I Think My First Top Pick of 2026.
Following my time with more than 200 recent games this year, It's time to turning the page on 2025. My year-end list is published, and I'm satisfied with the final results, despite being aware numerous stellar titles may have dropped by the wayside. Currently, my only job is to but sit back, disconnect briefly, and maybe enjoy a refreshing hike in the— ah crap, stumbled upon a amazing experience. And just like that, goodbye to my intentions!

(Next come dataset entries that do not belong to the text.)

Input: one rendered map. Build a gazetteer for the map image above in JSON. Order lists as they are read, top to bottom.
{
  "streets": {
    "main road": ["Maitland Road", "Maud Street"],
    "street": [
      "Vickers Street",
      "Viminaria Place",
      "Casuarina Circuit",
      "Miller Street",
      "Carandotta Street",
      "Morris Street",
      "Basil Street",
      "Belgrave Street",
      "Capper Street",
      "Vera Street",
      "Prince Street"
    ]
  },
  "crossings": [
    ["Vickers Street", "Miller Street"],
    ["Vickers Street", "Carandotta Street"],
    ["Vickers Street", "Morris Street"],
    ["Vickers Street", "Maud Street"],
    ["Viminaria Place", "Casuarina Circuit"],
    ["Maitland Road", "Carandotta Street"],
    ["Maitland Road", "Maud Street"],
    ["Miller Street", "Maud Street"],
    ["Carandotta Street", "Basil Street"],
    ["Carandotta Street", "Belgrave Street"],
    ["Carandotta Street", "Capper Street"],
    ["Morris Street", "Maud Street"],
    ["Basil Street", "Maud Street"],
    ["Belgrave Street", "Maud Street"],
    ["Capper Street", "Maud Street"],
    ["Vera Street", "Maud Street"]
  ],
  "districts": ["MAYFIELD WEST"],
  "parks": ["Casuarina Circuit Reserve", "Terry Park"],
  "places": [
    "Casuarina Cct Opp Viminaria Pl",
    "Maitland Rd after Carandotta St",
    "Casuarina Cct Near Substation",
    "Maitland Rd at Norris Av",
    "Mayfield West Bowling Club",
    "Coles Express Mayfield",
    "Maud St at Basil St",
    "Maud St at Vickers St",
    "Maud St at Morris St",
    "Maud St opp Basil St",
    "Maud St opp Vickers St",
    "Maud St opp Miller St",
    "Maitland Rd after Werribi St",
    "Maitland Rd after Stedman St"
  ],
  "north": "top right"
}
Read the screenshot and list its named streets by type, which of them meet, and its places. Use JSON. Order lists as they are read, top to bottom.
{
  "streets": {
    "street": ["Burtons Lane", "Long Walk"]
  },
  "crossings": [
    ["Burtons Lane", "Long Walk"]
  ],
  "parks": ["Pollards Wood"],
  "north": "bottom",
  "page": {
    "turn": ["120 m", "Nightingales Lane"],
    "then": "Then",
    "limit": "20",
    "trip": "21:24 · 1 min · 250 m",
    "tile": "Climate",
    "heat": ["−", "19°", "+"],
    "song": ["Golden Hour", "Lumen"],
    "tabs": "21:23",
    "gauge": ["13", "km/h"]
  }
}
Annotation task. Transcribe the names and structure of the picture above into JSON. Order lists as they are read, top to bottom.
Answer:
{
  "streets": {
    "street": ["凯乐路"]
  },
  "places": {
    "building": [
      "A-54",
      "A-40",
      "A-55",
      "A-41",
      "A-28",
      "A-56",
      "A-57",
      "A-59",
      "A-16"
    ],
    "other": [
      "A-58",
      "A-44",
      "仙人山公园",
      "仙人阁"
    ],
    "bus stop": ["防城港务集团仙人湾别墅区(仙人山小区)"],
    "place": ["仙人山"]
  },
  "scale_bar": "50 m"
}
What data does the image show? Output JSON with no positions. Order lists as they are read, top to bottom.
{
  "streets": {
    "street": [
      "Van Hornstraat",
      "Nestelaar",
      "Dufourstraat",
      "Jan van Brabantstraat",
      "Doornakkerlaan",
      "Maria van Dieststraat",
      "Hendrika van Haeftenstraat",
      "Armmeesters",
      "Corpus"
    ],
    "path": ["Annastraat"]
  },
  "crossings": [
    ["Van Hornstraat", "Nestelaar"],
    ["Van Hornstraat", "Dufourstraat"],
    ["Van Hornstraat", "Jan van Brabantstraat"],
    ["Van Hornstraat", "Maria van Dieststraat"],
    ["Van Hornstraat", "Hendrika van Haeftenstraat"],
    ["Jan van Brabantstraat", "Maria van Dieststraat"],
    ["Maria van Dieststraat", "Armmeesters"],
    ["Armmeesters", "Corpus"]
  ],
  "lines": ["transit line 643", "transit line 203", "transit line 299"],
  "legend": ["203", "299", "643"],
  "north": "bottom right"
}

An Early Favorite Surfaces
In my more casual gaming time, usually reserved for a few oddball curiosities, I've encountered potentially my first favorite game of 2026. Sol Cesto is a distinctive procedural dungeon crawler for Windows PC that deconstructs a traditional dungeon crawler into a chance-driven game of high stakes peril and prize. Consider this a hipster's insider tip: If you relish discovering a game before it's cool, test out Sol Cesto so you can burn a spot in your wallet for unique titles.
A Strategic Dungeon-Crawling Innovation
Sol Cesto is a thought-provoking procedural game that's unlike anything I've previously experienced. The setup is that you are tasked with descending into a dungeon, progressing deeper and deeper to find the sun, which has gone missing from the fantasy world. Mechanically, that makes for some familiar roguelike structure. Choose an adventurer who has parameters and powers, clear floor after floor of foes, acquire some stat improvements (in the form of teeth), and vanquish a few biome bosses. Easy to grasp!
The Novel Central System
The method by which you truly navigate a area, however. Whenever you begin a fresh level, you're shown a four-by-four matrix of boxes. Each square holds a monster, a treasure chest, a trap, or a life-giving berry. To proceed, you just select on one of the horizontal lines, but the specific tile you land in is a matter of probability.
You could encounter a row with two monsters, a strawberry, and a treasure chest in it. You initially will have a quarter likelihood of hitting a specific tile in a row.
After that, the odds shift. So do you take the risk, or do you opt on a different row first and attempt some less risky choices early? This is the risk-reward dynamic on display in Sol Cesto, and it's absorbing once you get its rhythm.
Manipulating Probability
The meta-layer is that your percentages can be shaped during an attempt by gathering teeth that modify the types of squares you're more attracted to. As an instance, you might get a perk that will decrease your odds of landing on a trap, but will similarly reduce the odds of finding a reward too.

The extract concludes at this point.